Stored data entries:
===============
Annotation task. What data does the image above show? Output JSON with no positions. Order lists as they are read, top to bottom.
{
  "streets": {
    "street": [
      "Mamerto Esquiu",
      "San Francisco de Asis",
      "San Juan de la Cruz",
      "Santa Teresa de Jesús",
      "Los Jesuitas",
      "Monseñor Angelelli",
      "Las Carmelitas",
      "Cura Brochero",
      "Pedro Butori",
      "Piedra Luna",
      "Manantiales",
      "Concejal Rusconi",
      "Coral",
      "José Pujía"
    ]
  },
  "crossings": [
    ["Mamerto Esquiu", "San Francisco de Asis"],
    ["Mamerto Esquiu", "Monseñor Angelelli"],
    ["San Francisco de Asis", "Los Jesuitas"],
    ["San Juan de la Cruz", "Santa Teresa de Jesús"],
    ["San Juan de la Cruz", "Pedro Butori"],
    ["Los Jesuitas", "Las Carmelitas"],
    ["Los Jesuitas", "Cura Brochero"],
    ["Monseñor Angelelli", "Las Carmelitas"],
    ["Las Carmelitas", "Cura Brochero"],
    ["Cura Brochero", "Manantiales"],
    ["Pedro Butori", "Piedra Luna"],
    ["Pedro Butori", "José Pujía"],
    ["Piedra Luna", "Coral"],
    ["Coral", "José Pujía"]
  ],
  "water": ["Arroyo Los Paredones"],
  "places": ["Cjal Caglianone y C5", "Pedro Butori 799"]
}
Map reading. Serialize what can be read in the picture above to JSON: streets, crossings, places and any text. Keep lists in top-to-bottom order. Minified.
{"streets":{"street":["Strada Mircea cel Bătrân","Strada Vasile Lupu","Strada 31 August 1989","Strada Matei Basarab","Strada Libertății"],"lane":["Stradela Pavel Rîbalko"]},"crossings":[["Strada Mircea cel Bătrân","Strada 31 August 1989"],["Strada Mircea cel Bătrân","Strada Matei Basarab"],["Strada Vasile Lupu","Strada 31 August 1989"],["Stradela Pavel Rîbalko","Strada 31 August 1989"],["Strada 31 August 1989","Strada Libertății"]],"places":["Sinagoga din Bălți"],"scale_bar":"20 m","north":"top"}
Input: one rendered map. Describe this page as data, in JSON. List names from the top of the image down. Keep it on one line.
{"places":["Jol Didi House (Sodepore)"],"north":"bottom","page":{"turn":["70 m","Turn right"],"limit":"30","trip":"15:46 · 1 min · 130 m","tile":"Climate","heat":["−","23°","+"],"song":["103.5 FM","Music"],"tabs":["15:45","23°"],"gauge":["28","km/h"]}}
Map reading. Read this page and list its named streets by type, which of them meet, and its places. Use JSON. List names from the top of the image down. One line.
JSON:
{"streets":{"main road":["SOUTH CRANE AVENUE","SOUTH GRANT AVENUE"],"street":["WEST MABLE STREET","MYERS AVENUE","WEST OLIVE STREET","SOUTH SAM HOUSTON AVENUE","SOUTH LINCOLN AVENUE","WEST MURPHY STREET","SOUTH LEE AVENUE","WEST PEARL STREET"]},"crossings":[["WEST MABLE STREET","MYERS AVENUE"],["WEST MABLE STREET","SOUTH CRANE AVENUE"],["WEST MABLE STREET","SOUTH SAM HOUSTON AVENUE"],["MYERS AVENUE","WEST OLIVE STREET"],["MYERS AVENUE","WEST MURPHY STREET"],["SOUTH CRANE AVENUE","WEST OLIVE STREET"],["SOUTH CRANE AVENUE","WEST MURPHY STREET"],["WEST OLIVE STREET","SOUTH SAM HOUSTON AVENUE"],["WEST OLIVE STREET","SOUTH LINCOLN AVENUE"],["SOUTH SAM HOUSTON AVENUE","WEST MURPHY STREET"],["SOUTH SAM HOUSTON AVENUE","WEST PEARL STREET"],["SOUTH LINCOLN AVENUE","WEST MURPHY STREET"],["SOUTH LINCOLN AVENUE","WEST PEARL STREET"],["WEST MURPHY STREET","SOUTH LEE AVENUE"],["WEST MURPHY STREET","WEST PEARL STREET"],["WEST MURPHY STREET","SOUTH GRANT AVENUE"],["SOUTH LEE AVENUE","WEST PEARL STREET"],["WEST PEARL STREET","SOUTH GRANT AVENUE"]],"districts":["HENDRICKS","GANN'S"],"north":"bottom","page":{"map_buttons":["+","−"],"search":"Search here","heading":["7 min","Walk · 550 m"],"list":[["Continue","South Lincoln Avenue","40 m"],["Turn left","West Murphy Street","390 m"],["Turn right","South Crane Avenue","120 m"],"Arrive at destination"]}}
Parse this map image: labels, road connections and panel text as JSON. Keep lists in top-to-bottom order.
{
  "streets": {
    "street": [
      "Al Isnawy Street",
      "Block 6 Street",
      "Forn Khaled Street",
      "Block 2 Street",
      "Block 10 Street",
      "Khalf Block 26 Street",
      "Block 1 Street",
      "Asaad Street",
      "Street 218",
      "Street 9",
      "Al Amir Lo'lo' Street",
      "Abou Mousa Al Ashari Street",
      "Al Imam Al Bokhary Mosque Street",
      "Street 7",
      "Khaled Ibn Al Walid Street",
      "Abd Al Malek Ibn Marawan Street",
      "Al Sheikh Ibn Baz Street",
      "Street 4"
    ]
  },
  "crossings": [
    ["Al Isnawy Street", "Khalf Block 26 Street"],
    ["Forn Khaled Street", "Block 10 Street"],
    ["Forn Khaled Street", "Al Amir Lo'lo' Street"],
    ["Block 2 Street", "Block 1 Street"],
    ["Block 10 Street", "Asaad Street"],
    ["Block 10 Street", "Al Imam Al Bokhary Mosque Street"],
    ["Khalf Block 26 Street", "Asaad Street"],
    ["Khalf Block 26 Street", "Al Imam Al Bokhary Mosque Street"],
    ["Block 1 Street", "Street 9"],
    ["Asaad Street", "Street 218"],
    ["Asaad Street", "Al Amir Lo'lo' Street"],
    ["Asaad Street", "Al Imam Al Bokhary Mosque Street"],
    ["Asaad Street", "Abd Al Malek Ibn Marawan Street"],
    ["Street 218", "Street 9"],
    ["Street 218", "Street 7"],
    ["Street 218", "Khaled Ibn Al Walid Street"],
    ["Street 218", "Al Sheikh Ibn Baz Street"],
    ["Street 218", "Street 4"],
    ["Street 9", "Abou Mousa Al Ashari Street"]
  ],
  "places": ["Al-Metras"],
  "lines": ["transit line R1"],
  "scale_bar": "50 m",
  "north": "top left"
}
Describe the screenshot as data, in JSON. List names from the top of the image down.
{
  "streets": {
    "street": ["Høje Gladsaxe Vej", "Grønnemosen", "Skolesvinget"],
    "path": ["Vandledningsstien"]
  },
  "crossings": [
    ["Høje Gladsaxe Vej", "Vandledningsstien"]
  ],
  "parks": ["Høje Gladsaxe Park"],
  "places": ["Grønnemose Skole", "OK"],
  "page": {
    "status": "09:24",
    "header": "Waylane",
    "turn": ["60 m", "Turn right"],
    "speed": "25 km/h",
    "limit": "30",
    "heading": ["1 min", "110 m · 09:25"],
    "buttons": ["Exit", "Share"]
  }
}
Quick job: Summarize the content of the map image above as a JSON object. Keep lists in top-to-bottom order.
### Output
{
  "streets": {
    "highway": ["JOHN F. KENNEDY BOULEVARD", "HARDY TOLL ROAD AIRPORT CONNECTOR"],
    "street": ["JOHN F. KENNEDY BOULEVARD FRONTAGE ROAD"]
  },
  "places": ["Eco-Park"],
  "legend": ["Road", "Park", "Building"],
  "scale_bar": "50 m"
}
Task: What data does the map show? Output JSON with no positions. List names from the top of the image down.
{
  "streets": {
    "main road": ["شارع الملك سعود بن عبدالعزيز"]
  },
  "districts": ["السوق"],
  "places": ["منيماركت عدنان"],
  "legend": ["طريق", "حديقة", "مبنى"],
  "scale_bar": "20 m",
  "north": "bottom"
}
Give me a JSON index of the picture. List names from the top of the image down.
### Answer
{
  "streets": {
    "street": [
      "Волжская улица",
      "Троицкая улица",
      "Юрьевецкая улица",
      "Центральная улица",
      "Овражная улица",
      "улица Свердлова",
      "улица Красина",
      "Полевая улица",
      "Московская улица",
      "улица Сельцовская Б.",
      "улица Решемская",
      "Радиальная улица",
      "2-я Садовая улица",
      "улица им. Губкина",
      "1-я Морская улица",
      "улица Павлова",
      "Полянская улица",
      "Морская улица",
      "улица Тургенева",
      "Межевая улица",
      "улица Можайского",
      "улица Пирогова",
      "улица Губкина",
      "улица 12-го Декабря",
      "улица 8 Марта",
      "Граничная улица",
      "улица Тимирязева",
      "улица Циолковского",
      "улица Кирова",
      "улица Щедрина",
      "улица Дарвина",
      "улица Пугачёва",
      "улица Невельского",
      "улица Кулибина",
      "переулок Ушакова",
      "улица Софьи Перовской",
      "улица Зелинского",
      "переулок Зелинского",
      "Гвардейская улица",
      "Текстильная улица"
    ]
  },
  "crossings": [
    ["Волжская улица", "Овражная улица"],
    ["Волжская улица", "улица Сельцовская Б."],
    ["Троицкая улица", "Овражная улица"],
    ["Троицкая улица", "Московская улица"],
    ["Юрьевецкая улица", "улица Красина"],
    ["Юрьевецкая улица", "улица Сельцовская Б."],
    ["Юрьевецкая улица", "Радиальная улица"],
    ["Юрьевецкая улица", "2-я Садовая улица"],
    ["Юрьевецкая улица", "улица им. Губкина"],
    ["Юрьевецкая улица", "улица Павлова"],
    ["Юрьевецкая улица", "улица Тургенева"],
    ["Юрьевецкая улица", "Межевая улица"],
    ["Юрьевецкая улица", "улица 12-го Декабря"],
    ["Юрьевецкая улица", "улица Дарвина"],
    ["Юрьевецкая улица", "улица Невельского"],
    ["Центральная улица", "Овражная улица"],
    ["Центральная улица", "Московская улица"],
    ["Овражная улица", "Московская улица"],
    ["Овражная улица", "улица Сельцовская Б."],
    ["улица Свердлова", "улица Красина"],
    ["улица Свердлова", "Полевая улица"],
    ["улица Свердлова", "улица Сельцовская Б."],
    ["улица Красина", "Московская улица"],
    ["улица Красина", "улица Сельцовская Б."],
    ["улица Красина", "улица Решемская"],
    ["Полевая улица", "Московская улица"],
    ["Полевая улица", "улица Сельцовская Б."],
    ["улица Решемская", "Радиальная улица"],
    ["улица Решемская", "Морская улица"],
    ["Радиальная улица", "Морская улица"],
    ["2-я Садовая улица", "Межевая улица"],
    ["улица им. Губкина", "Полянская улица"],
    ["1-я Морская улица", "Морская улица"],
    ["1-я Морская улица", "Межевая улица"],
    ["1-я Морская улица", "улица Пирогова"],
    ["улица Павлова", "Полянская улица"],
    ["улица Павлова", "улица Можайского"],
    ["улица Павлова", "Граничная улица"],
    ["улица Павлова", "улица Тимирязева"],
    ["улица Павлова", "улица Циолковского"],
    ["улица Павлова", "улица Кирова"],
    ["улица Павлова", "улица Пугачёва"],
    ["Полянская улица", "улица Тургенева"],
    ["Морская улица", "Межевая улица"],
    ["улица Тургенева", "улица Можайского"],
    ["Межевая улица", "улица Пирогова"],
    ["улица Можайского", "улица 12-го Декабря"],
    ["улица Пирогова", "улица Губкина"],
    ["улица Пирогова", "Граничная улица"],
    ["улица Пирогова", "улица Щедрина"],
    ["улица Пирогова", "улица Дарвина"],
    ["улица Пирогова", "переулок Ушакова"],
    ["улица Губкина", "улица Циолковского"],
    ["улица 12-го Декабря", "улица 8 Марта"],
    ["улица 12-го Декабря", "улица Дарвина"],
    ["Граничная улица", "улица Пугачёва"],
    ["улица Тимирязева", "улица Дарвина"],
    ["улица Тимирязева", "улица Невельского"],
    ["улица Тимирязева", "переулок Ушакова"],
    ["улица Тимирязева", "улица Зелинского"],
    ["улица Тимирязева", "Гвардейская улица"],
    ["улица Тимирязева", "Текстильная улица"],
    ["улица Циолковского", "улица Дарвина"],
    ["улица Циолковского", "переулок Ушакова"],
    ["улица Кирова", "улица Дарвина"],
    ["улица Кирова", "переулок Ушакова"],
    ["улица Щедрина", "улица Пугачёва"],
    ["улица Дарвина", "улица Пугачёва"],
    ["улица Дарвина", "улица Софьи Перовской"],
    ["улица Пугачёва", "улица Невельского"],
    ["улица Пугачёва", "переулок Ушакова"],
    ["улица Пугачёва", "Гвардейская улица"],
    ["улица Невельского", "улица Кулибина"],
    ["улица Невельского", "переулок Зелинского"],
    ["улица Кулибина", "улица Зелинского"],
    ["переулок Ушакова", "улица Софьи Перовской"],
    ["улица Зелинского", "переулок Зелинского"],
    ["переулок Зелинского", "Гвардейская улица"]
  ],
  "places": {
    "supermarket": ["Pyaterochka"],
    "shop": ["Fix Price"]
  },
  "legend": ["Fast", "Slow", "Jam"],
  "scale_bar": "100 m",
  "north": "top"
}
===============
(Exercise details)
Among the records above, extract exactly the lines from the line with "Input: one rendered" to the line with "Map reading. Read", both lines included, and leave out the rest.

(Answer box)
Input: one rendered map. Describe this page as data, in JSON. List names from the top of the image down. Keep it on one line.
{"places":["Jol Didi House (Sodepore)"],"north":"bottom","page":{"turn":["70 m","Turn right"],"limit":"30","trip":"15:46 · 1 min · 130 m","tile":"Climate","heat":["−","23°","+"],"song":["103.5 FM","Music"],"tabs":["15:45","23°"],"gauge":["28","km/h"]}}
Map reading. Read this page and list its named streets by type, which of them meet, and its places. Use JSON. List names from the top of the image down. One line.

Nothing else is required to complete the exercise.